## Exercise brief:
For this exercise, copy all the data exactly and include none of the pictures.

_ _ _

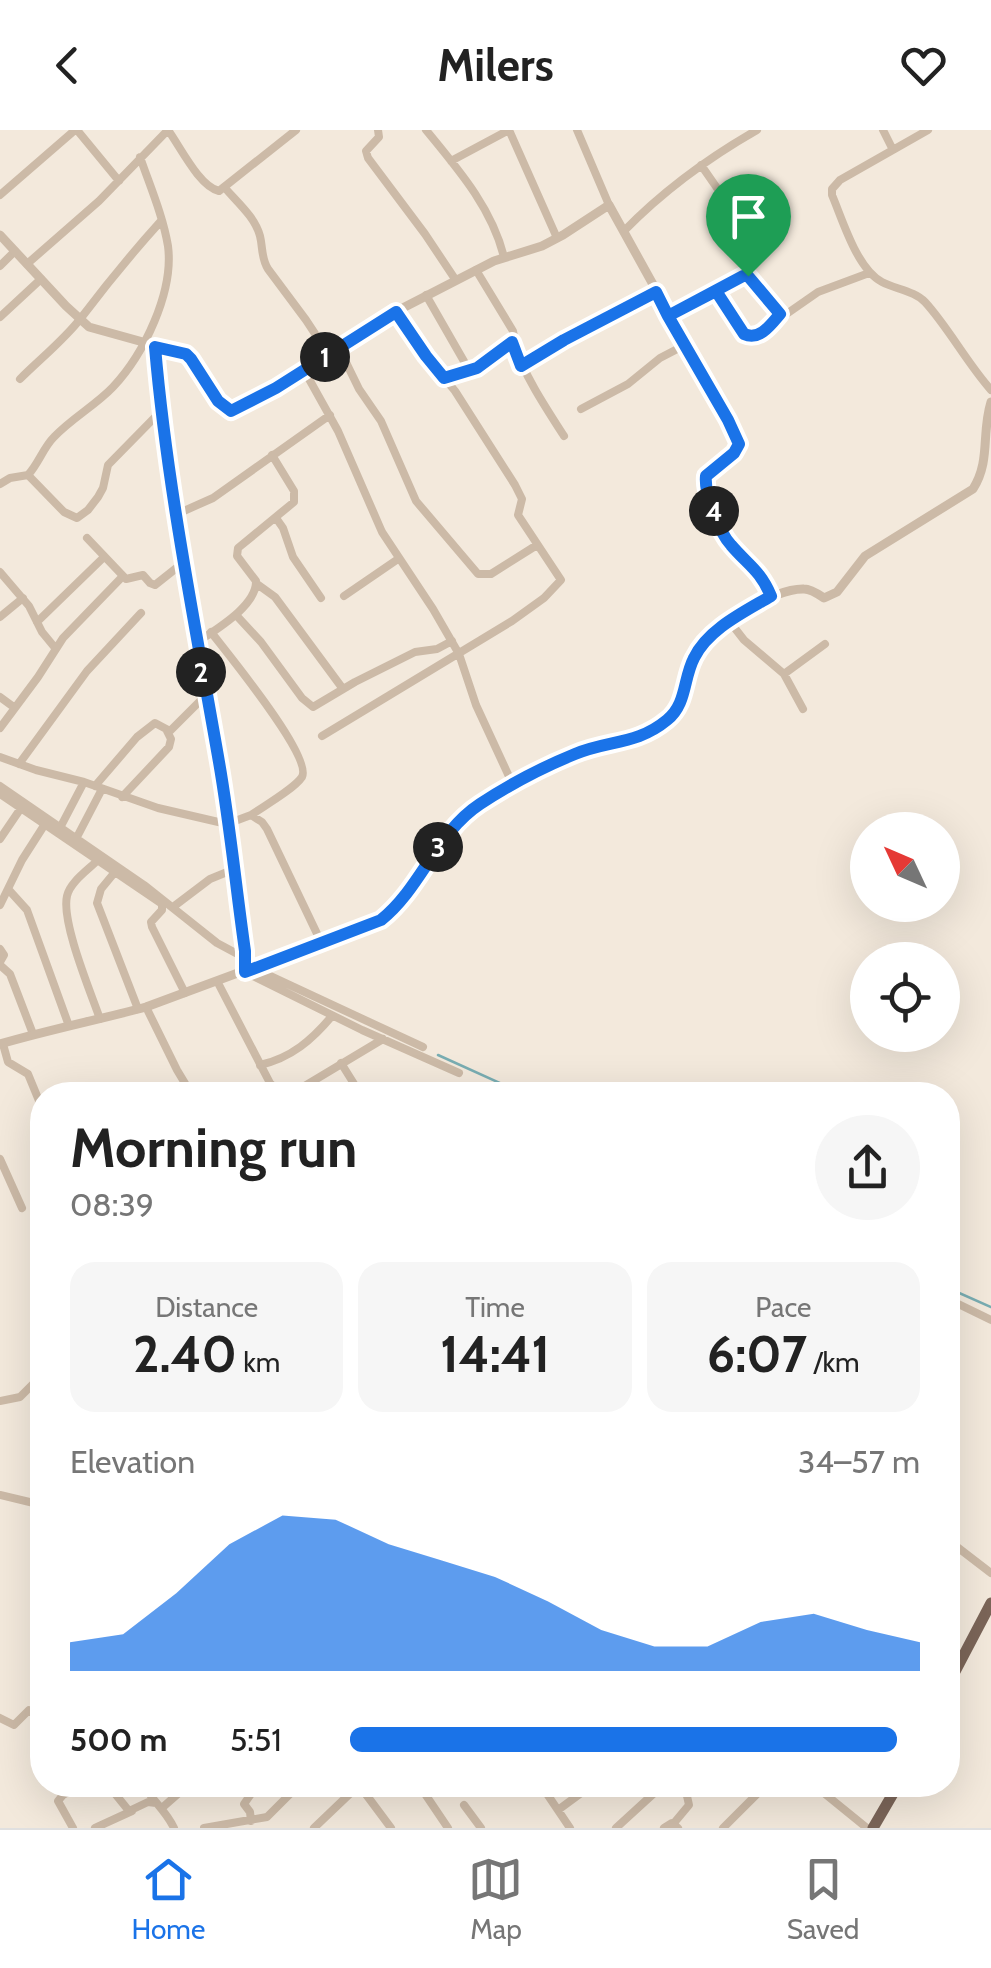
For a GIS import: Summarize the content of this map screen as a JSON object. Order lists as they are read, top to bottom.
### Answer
{
  "north": "top left",
  "page": {
    "header": "Milers",
    "pins": [
      "1",
      "4",
      "2",
      "3"
    ],
    "heading": ["Morning run", "08:39"],
    "stats": [
      ["Distance", "2.40 km"],
      ["Time", "14:41"],
      ["Pace", "6:07 /km"]
    ],
    "chart": ["Elevation", "34–57 m"],
    "list": [
      {
        "name": "500 m",
        "note": "5:51"
      }
    ],
    "tabs": ["Home", "Map", "Saved"]
  }
}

_ _ _

## Solution to this problem:
For a GIS import: Summarize the content of this map screen as a JSON object. Order lists as they are read, top to bottom.
### Answer
{
  "north": "top left",
  "page": {
    "header": "Milers",
    "pins": [
      "1",
      "4",
      "2",
      "3"
    ],
    "heading": ["Morning run", "08:39"],
    "stats": [
      ["Distance", "2.40 km"],
      ["Time", "14:41"],
      ["Pace", "6:07 /km"]
    ],
    "chart": ["Elevation", "34–57 m"],
    "list": [
      {
        "name": "500 m",
        "note": "5:51"
      }
    ],
    "tabs": ["Home", "Map", "Saved"]
  }
}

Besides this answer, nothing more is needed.